GOAL OF THE EXERCISE: Going down the data below, set down exactly the line with "position:relative; width:413px; height:579px;" and each line after it through the line with "filter:drop-shadow(0 0 1px"; no other lines.
..........
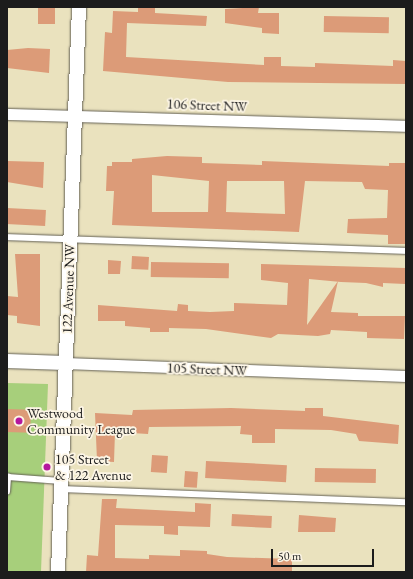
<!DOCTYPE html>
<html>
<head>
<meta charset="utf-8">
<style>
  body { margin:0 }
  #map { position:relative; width:413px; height:579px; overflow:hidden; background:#eae2be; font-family:"EB Garamond",serif }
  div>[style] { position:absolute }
  .green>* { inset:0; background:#a7cf7b }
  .building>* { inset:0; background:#dc9b78; transform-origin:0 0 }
  .roads { filter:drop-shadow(0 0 1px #646155) drop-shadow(0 0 1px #646155) }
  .service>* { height:5.5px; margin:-2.75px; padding:0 2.75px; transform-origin:2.75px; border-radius:2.75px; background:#fff }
  .minor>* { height:11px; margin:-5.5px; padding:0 5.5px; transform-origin:5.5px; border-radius:5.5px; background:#fff }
  .tertiary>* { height:14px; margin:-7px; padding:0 7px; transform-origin:7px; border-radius:7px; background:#fff }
  .dots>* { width:11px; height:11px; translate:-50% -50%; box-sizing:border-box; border:2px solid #fcf5e5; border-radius:50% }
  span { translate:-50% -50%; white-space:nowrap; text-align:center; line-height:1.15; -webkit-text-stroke:3.5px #fcf5e5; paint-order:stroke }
  .street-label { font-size:14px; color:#1c1c1c }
  .poi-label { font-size:14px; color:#1c1c1c }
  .left { translate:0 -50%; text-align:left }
  .frame { position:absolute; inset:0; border:8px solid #1c1c1c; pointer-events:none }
  .scale { position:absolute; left:271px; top:549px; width:103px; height:18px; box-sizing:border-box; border:2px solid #1c1c1c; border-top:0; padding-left:5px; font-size:12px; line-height:14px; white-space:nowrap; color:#1c1c1c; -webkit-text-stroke:3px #fcf5e5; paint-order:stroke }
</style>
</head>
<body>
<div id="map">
  <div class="green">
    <i style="clip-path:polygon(7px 383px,48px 384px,41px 572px,7px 572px)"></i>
  </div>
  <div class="building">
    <i style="left:38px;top:7px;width:17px;height:17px"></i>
    <i style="clip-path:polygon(138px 7px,155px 8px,155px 13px,207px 16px,206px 26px,127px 23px,126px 57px,264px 65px,264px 57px,281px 57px,281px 66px,315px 67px,315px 63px,393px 66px,393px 60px,406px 61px,406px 84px,228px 82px,103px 71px,105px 32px,112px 33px,113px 11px,138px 12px)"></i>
    <i style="clip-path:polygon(259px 7px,258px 13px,279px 13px,279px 34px,262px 33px,262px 28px,225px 23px,225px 9px)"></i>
    <i style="left:324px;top:16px;width:65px;height:16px;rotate:1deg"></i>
    <i style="clip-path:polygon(28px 48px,50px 49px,49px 73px,7px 68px,7px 50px)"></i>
    <i style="clip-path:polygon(evenodd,167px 156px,202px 157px,202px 163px,234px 164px,262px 165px,262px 161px,389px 166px,389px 163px,406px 163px,406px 244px,388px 244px,388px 235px,347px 233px,348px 219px,387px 218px,388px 190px,365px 189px,362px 182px,305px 181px,299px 232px,112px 225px,114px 191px,106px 191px,107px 166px,112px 166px,112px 162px,132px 162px,132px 159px,167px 156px,152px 175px,209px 181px,208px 212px,152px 212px,152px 175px,167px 156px,227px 181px,284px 181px,285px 214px,226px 212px,227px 181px)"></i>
    <i style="clip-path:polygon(7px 161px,44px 162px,43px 188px,7px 182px)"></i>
    <i style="left:7px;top:208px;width:39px;height:16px;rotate:3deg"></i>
    <i style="clip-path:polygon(15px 254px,40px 254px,40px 326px,17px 323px,17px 316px,7px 315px,7px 296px,18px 297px)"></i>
    <i style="left:132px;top:256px;width:17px;height:13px;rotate:3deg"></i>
    <i style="clip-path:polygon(108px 260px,121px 261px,120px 274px,108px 274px)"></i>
    <i style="left:151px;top:262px;width:78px;height:15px;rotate:1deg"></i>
    <i style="clip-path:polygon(261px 264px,406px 268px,405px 284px,383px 283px,383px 287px,366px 283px,341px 282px,309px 279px,307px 325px,338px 281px,331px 312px,358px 313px,358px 316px,405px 316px,404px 339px,367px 338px,367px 332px,331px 330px,330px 334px,318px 336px,278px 334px,271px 338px,206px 329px,169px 328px,169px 332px,150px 332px,150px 328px,125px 326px,125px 321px,98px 321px,98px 305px,177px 311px,178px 304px,188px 305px,188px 311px,210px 312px,234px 311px,234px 303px,287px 305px,288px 283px,261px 280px)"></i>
    <i style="clip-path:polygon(231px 408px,305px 411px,305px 408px,323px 408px,323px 416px,399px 425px,398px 444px,359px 441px,356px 434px,331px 430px,275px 429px,275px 443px,252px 443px,252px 435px,240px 434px,241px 426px,149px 427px,148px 434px,115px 432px,114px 462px,97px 461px,95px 413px,132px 415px,133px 410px)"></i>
    <i style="left:7px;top:409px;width:24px;height:23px;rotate:2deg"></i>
    <i style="left:152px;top:455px;width:16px;height:17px;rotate:4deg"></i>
    <i style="left:206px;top:461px;width:81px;height:17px;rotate:3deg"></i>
    <i style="left:315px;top:468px;width:61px;height:14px;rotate:1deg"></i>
    <i style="left:185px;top:471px;width:13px;height:16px;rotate:4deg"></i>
    <i style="clip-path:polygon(102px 499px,117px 499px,116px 508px,195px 512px,195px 503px,211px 504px,210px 527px,178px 526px,178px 535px,164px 534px,164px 526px,115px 525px,115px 558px,149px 559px,149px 555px,180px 556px,180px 550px,207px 551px,207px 554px,227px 557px,292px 559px,292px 572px,86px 572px,87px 555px,98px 556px)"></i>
    <i style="left:232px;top:514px;width:40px;height:12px;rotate:3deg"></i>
    <i style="clip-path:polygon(299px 515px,336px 518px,335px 532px,298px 532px)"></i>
  </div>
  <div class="roads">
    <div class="service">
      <i style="left:7px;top:237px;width:399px;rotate:2deg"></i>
      <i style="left:61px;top:489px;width:345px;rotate:2.2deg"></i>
      <i style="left:7px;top:492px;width:15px;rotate:-86deg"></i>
      <i style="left:8px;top:477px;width:53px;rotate:4.3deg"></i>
    </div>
    <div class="minor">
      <i style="left:7px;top:114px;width:399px;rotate:1.7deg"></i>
      <i style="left:65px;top:363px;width:341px;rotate:2.2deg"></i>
    </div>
    <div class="tertiary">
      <i style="left:7px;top:361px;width:58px;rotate:2deg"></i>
      <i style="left:58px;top:572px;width:565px;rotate:-87.87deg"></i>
    </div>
  </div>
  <div class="dots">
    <i style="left:19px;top:421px;background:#b5179e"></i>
    <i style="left:47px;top:467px;background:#b5179e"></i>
  </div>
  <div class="street-label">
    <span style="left:207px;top:105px;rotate:2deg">106 Street NW</span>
    <span style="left:68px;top:289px;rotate:-88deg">122 Avenue NW</span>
    <span style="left:207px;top:369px;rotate:2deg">105 Street NW</span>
  </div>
  <div class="poi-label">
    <span class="left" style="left:27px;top:421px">Westwood<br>Community League</span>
    <span class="left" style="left:55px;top:467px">105 Street<br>&amp; 122 Avenue</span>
  </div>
  <div class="frame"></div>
  <div class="scale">50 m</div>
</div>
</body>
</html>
..........
WRITTEN ANSWER:
  #map { position:relative; width:413px; height:579px; overflow:hidden; background:#eae2be; font-family:"EB Garamond",serif }
  div>[style] { position:absolute }
  .green>* { inset:0; background:#a7cf7b }
  .building>* { inset:0; background:#dc9b78; transform-origin:0 0 }
  .roads { filter:drop-shadow(0 0 1px #646155) drop-shadow(0 0 1px #646155) }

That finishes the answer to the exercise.